Guest Lecture, Friday noon
Expressive and therapeutic writing
A reflective way of personal development
Led by: Juhani Ihanus (Finland)
Different levels of writing have been depicted, for example ‘‘literary’’ (product orientation), ‘‘writerly’’ (process orientation) and ‘‘therapeutic’’ (health orientation). These levels of writing have sometimes been set into a cultural value hierarchy, the first of them being often at the top. However, when seen as non-hierarchical and supplementary, they together form the innovative, expressive and explorative interlocutory field of writing.

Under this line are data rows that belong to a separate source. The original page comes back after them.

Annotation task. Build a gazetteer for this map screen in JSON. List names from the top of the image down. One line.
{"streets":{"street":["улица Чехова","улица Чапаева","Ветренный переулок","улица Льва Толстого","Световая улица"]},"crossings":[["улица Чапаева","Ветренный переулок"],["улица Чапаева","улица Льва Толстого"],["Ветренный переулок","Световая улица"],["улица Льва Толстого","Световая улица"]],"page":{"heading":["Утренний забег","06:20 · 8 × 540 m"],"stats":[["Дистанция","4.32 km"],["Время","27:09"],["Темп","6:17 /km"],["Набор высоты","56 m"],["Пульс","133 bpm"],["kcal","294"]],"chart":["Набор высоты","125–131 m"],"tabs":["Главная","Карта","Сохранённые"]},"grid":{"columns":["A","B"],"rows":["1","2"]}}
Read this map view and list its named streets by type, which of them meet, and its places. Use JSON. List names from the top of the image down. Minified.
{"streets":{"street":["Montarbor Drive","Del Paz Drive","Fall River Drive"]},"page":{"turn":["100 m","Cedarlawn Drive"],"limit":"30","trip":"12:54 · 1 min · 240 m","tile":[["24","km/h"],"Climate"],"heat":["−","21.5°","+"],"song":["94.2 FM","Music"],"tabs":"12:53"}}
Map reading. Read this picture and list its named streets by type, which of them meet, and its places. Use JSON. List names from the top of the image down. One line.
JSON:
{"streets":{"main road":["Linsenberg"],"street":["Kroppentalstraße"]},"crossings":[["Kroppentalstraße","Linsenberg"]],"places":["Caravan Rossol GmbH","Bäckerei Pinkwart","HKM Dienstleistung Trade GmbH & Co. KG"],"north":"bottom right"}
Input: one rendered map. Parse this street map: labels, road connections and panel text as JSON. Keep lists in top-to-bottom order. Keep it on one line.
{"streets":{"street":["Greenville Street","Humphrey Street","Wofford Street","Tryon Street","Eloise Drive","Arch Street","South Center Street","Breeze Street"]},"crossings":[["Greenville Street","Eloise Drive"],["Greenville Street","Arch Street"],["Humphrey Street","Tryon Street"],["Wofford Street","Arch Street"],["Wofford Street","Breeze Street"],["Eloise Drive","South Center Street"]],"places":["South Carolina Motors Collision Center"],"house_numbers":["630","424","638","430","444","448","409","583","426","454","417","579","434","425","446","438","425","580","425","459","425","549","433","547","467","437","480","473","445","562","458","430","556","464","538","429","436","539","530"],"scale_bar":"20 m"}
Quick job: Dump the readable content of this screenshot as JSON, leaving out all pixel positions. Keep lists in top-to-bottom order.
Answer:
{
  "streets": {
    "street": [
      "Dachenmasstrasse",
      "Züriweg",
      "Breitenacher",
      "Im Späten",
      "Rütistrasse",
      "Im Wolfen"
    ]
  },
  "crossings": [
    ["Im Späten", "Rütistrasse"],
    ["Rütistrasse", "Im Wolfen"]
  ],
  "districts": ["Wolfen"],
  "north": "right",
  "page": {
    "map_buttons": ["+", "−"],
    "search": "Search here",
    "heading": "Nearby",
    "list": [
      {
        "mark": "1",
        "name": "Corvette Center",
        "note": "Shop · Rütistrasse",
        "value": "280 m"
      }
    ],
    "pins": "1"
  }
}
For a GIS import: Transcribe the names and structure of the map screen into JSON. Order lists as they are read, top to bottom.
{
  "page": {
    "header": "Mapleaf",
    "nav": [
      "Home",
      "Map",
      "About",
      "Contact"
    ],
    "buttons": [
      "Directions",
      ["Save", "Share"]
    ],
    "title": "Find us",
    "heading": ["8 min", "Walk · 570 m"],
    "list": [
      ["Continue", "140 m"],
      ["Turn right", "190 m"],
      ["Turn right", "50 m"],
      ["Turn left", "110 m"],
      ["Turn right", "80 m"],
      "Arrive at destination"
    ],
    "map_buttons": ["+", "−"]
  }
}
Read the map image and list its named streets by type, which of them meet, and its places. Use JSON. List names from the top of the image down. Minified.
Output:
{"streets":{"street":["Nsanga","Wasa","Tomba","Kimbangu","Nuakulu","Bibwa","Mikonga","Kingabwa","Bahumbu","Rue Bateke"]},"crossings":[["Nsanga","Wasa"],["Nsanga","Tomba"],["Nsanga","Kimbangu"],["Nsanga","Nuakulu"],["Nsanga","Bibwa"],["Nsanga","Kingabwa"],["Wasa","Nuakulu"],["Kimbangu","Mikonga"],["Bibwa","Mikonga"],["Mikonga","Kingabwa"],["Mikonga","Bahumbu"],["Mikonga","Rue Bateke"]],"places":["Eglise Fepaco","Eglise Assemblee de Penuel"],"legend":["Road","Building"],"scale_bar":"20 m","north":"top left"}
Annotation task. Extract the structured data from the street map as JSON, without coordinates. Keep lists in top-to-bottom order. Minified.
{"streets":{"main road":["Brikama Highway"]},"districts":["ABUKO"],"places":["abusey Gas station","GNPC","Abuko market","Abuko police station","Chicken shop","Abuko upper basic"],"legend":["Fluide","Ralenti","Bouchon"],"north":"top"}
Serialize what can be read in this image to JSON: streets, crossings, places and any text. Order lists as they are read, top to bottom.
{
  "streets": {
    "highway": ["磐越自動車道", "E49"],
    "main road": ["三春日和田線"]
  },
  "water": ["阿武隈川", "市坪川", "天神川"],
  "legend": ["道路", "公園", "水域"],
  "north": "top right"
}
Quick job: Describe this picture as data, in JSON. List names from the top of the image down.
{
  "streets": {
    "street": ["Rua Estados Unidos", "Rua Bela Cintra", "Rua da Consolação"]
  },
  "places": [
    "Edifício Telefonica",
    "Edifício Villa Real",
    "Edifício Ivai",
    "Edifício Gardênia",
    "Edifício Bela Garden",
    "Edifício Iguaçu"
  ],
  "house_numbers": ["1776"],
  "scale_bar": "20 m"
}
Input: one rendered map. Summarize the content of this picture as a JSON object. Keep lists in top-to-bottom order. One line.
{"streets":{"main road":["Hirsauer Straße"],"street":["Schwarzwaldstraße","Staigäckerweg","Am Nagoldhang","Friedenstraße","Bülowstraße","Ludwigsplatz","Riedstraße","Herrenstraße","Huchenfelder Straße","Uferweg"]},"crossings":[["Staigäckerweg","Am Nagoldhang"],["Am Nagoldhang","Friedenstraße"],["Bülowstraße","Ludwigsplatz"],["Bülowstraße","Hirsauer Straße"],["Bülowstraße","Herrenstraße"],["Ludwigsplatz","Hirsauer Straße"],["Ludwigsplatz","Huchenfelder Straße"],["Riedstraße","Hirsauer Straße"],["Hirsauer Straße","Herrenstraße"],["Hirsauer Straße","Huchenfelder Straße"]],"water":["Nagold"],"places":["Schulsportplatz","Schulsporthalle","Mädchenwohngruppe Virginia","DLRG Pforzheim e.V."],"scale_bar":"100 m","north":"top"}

The reflective and transformative developmental process of expressive and therapeutic writing is presented in this speech. Expressive and therapeutic writing is modeled as a way of co-constructing, as well as demonstrating and sharing, knowledge and meaning, and therefore as central to both the learning process and the therapeutic process. A playful approach to knowledge and writing posits also the “facts” of science as possessing rhetoric and metaphors. Expressive and therapeutic writing can be even added to the student-centered learning while it encourages students to be attentive to their academic writing through discussion, peer work and individual and reciprocal reflection.
For example, autobiographical writing may be a prelude to interactive therapeutic sharing of one’s personal record of experiences. Journal therapy uses expressive and reflective writing to facilitate the identification of areas of unexpressed emotions and thoughts, and the recognition and expression of emotions and thoughts in a ‘‘holding framework’’. Writing is an intense solitary-social and affective-cognitive process. It makes possible to learn from evaluations attached to emotions (pleasure/displeasure) and to cognitions (beliefs about truth and falseness, right and wrong).
Language and mind/brain are not predetermined; they do not constitute a ready-made constellation in humans but go through multifaceted developments in different interactions and environmental contexts. Stories – like reveries, dreams and poetic expressions – form the potential space, the playful developmental state of mind, the trial ground where we probe our strategies, resources, alternatives, challenges, dangers, hopes and fears, gains and losses, likes and dislikes. We can attend to our well-being by reminding ourselves of positive values, by reordering dysfunctional priorities and above all by infusing our daily environments with poetic enjoyment. This is not a call for any nostalgic past but perhaps for dialogical and polylogical attunement to expanding cultural therapy and to combining expressive arts and health/well-being – so that everybody is given free space to speak the unspeakable, and to approach the vistas of surprise and wonder.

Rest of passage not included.